I'm A High School Junior And I Regret Being A Middle School Valedictorian
Middle school: also known as the dreadful pinpoint where insecurities, drama, hormones, and smelly kids are forced inside a school building. When I was in the sixth grade, I thought my middle school was hell. The food was trash and there were always bloody tampons on the bathroom floors. However, now that I am in high school, I realize that sixth to eighth grade was actually the least stressful summit of my life.
I’m currently 16, and a junior in high school. With my bedroom now considered more of a primary classroom than a resting place, I’ve spent the bulk of this year at home. Although it was boring at times, I was able to catch up with my middle school friends through Instagram. Our conversations mainly consist of random debates such as if orange juice or apple juice is a better drink (orange juice is totally better, in my opinion), but talking to them forces me to acknowledge my ignorance during the years we hung out in real life.
When I was in the sixth grade, my brother was going to high school as a freshman. But he wasn’t going to the average high school; the school he was going to ranked better than every school in our state. In order to be accepted, he had to submit his middle school grades, test scores, and was required to be interviewed by a teacher. About one thousand kids apply each year, and only one hundred are accepted. I wanted to get accepted into the same school, but for the wrong reasons. I was desperate to impress my parents, peers, and friends.
From sixth to eighth grade, I maintained the highest GPA in my class. Although, I believe that being a well-behaved student and having great connections with the staff contributed to my straight As. I received the athlete award from my PE teacher — an award that was gifted to only one student in the school every year, and I wasn’t even an athlete.

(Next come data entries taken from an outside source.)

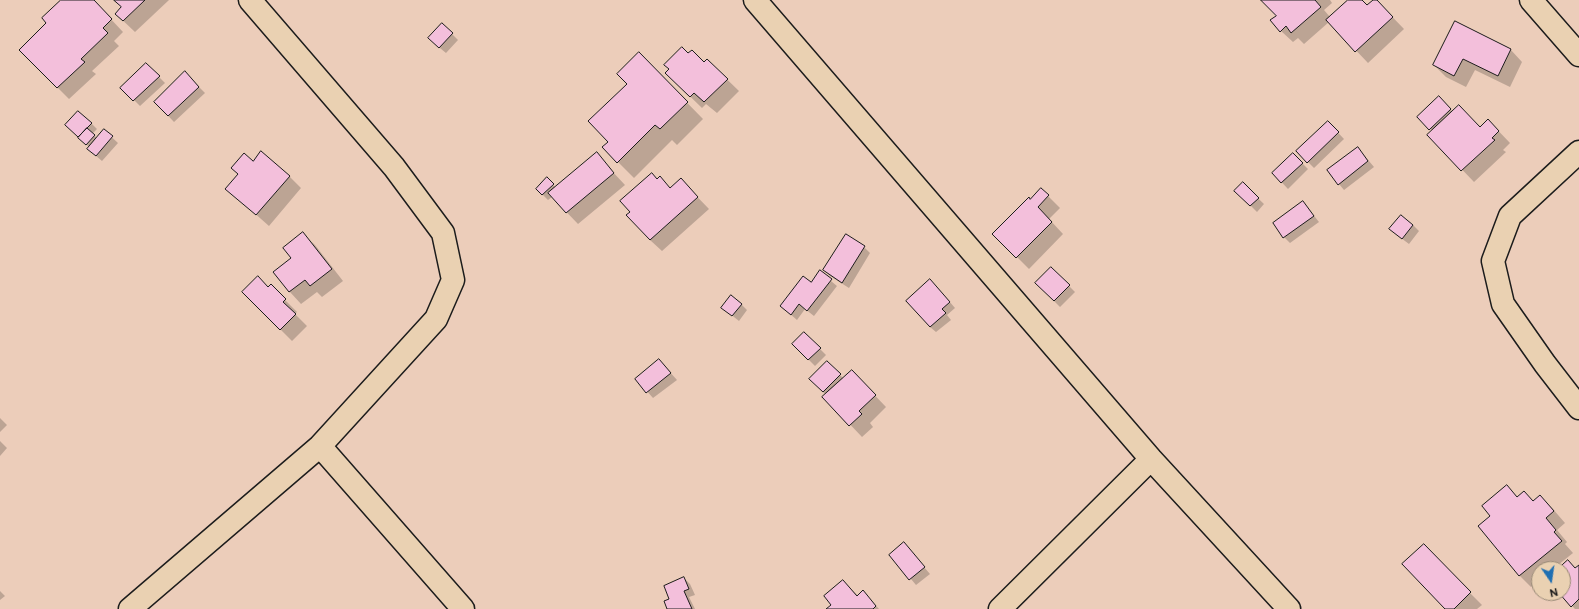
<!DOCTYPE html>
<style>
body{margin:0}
#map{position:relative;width:1579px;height:609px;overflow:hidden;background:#eccdba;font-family:"Balsamiq Sans",sans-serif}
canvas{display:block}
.north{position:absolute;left:1531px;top:561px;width:40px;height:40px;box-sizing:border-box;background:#ead1b2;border:1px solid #988976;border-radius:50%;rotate:167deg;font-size:11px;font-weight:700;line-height:16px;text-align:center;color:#1c1c1c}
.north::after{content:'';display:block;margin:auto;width:14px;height:18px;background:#1f6fb2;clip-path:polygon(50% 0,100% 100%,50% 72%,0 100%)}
</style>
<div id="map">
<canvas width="1579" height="609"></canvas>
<div class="north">N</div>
</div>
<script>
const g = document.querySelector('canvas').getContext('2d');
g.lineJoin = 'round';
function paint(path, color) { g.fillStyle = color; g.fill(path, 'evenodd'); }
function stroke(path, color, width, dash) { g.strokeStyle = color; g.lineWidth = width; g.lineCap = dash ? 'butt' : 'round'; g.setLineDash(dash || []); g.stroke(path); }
const shadow = new Path2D(`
 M62 0H93L123 32 114 41 119 46 92 71 96 74 69 99 20 50 48 23Z
 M116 0H169L135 32 116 14 122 7Z
 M1262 0H1330L1332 3 1324 10 1330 17 1349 0H1361L1367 6 1376 0 1404 29 1368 63 1329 22 1304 44 1298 38 1293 42 1281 31 1277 16Z
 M1455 22 1511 50 1522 62 1510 87 1475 70 1466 87 1446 77 1434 65Z
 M442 24 458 40 446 53 435 44Z
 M688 55 704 63 707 60 739 91 717 113 706 104 702 108 666 73Z
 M146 64 165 83 140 106 122 88Z
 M655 70 703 119 677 145 672 140 634 178 604 148 610 142Z
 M185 73 205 93 174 122 155 102Z
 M1439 98 1453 112 1480 128 1488 120 1510 143 1503 150 1506 152 1474 182 1429 135 1433 131 1418 117Z
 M1328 122 1344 139 1314 168 1297 151Z
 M91 123 97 129 92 134 97 138 104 130 118 143 102 161 88 149 89 147 66 125Z
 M1358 148 1374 167 1344 190 1339 184Z
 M596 154 625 185 578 224 552 197 548 200 537 189 547 178 556 188Z
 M1293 154 1308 169 1288 189 1273 173Z
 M253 162 289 176 301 188 269 226 227 189Z
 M660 178 671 189 681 180 709 209 662 251 650 240 657 180Z
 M1243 184 1264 204 1257 212 1236 191Z
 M1041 189 1060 208 1049 219 1063 234 1029 269 994 234Z
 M1303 202 1319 222 1290 243 1284 237Z
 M1413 225 1419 231 1409 244 1397 235Z
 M303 234 315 245 343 281 322 297 317 292 301 304 290 292 274 272 293 258Z
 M846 236 864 247 870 253 849 288 830 276 824 270Z
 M1051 268 1075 292 1060 307 1036 283Z
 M820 272 837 286 814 316 805 309 797 320 781 306 811 283Z
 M271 286 297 312 295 314 307 326 292 341 243 292 268 288Z
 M936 286 955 308 947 315 951 320 936 332 930 327Z
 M741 304 747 310 739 321 729 313Z
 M804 333 826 355 815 366 793 344Z
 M659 360 677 380 653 398 636 379Z
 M827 362 843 378 863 383 886 407 870 423 873 427 862 437 824 397 826 395 810 379Z
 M0 418 7 425 0 432Z
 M0 441 7 448 0 456Z
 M1507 487 1518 498 1533 502 1540 496 1552 508 1565 523 1557 530 1567 542 1565 544 1573 553 1553 569H1539V580L1531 587 1519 575 1492 516Z
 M904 544 930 574 916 585 891 555Z
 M1423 546 1482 605 1477 609H1446Z
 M1568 562 1575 569 1579 566V609H1575L1560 593H1563V569H1560Z
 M684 578 690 584 695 595 689 597 695 609H668Z
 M843 581 858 596 863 592 879 609H828L832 605Z
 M0 591 5 596 0 600Z`);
const building = new Path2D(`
 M61 0H94L112 19 103 28 108 33 81 59 85 62 57 88 19 50 46 23 42 18Z
 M114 0H145L123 21 115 14 121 7Z
 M1261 0H1315L1321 7 1291 33 1286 26 1280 32 1270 20 1276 16Z
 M1348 0H1362L1367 5 1373 0H1377L1393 17 1355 52 1326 20Z
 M1455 21 1511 49 1498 76 1463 59 1454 76 1433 65Z
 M442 23 453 33 439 48 428 38Z
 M682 47 688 53 692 50 704 62 707 59 728 79 704 102 694 93 690 97 665 73 669 69 664 65Z
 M639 52 688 102 660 129 655 125 617 163 602 147 608 142 588 121 627 84 617 74Z
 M146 63 160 76 133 101 120 88Z
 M185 71 199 87 168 116 154 102Z
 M1439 96 1451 109 1429 130 1417 117Z
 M1459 105 1480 127 1488 119 1499 131 1492 138 1495 140 1461 171 1427 135Z
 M78 111 92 123 78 137 65 125Z
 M1328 121 1339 132 1307 163 1296 151Z
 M87 128 95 135 86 145 78 138Z
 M104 129 113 136 96 156 87 149Z
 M1358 147 1368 161 1338 185 1327 170Z
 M261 151 290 176 256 215 225 189 238 174 231 168 244 153 253 161Z
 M597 152 614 173 566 213 548 193Z
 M1293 153 1303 163 1281 183 1272 173Z
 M652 173 657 179 660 176 670 188 681 178 698 197 650 240 626 215 630 212 620 201Z
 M547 177 554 184 542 195 536 189Z
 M1243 182 1259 198 1250 206 1234 191Z
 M1041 188 1049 195 1038 207 1052 222 1016 258 992 234 1029 197 1030 199Z
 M1303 201 1314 216 1283 238 1273 223Z
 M1401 215 1413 225 1402 239 1389 229Z
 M303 232 332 269 310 286 305 280 289 292 273 272 291 258 283 248Z
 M846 234 865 246 842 283 823 270Z
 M1051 267 1070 285 1054 301 1035 283Z
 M820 270 832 279 807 311 799 304 791 315 780 306 803 276 811 282Z
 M258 276 268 287 271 284 286 299 283 302 296 314 280 330 242 292Z
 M930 279 950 302 942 309 946 313 930 327 906 301Z
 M731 295 742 304 732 316 721 308Z
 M804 332 821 348 808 360 792 344Z
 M659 359 671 373 646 393 635 379Z
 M827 361 841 374 823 392 809 379Z
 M852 370 876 395 859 411 862 414 849 426 822 397Z
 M1507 485 1517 497 1524 491 1533 501 1540 495 1554 511 1546 518 1556 530 1554 532 1562 541 1519 576 1478 526 1490 516 1482 506Z
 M904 542 925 567 909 580 889 555Z
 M1424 544 1471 592 1454 609H1445L1402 564Z
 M1568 560 1575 568 1579 565V599L1571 607 1559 593H1563V569H1558Z
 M684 577 689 589 684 591 692 609H667L664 601 669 599 664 586Z
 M843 580 857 596 863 590 876 606 873 609H826L831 605 824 596Z`);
const minor = new Path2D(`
 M755 0 1151 459 1289 609
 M1531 0 1579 55
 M1579 152 1510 216 1493 261 1503 304 1545 364 1579 408
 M320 446 463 609
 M130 609 320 446 436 319 453 280 443 233 394 167 250 0
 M1000 609 1151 459`);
paint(shadow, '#0003');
paint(building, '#f3bfdb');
stroke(building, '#1c1c1c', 1);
stroke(minor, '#1c1c1c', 25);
stroke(minor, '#ead1b2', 22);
</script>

Over time, grades made me snobby. In the report cards, there was a ratio that compares your grades to other students. Sometimes my grades would shift from best-receiving scores to second best, but I ended up being the valedictorian. It made me feel superior, and it served me terribly when I got accepted into my dream high school.
All of my life, I had been complimented on my intelligence and creativity. I thought that I was outstanding in every category of academics and arts. But my first lecture at the high school was from a blunt engineering teacher who candidly said that we are no longer special. Everyone in the room had impeccable middle school grades, had a grand reputation, so no one was special because we were all the same.
I wouldn’t prefer being called stupid or incapable, but I wish somebody told me I wasn’t so smart back in my snobbish middle school years. I exaggerated so much about what I actually knew, that I didn’t realize how much I didn’t know.
I also wish that somebody had told me to do the things I genuinely enjoyed. It makes me sad that my middle school life was spent on doing activities that I only did because of an unnecessary pressure I put on myself to keep up a “smart” stereotype. Like, I was on the LEGO robotics team, yet I understood nothing about building with LEGOs or the coding that came with it.
Although it’s irrelevant now, I kinda wish I had a fun memory I could look back to from middle school.
I made the mistake of basing my worthiness on grades. So when I started getting Cs and low Bs in high school, I lost a lot of my internal self-worth.
Don’t get me wrong! I am grateful for the opportunities I have been given. I have adjusted to my high school atmosphere, and life is going in the right direction now.
Great grades are fantastic, and being a valedictorian is amazing! But I can’t help but regret how my focus on school put a barrier between friendships and happiness. Becoming a valedictorian is often accomplished with sacrifice, and I partially feel like I sacrificed too much for something that, in the future, won’t really matter that much at all.